#### Data for analysis
◆ ◆ ◆ ◆ ◆ ◆ ◆
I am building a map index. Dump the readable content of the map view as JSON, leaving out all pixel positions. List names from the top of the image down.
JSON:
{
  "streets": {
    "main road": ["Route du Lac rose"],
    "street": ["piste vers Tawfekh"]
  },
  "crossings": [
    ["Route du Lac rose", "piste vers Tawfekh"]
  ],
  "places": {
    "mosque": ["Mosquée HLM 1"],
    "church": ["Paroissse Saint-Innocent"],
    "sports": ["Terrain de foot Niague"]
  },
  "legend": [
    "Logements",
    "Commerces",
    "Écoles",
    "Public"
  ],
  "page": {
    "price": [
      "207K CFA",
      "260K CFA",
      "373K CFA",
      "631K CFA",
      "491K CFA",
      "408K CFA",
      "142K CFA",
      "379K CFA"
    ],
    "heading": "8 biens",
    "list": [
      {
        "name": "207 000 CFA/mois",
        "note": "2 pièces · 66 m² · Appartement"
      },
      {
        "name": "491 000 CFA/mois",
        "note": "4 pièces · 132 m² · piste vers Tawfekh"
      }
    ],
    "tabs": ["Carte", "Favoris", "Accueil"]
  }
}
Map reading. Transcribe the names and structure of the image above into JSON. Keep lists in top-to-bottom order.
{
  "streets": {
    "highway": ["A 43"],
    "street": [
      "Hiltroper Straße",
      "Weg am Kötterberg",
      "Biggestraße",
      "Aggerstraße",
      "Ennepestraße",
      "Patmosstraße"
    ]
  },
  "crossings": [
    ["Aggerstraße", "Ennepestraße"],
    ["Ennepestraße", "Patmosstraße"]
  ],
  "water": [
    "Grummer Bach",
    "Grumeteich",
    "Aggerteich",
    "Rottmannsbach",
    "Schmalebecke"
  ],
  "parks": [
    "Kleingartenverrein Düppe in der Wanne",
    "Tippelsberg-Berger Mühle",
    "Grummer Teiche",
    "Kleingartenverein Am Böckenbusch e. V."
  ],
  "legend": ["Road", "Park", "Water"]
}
◆ ◆ ◆ ◆ ◆ ◆ ◆
#### Your task
Find the line that contains "Map reading. Transcribe". Write out that line and every line after it through the end of the data, exactly, and nothing else.

#### Result below
Map reading. Transcribe the names and structure of the image above into JSON. Keep lists in top-to-bottom order.
{
  "streets": {
    "highway": ["A 43"],
    "street": [
      "Hiltroper Straße",
      "Weg am Kötterberg",
      "Biggestraße",
      "Aggerstraße",
      "Ennepestraße",
      "Patmosstraße"
    ]
  },
  "crossings": [
    ["Aggerstraße", "Ennepestraße"],
    ["Ennepestraße", "Patmosstraße"]
  ],
  "water": [
    "Grummer Bach",
    "Grumeteich",
    "Aggerteich",
    "Rottmannsbach",
    "Schmalebecke"
  ],
  "parks": [
    "Kleingartenverrein Düppe in der Wanne",
    "Tippelsberg-Berger Mühle",
    "Grummer Teiche",
    "Kleingartenverein Am Böckenbusch e. V."
  ],
  "legend": ["Road", "Park", "Water"]
}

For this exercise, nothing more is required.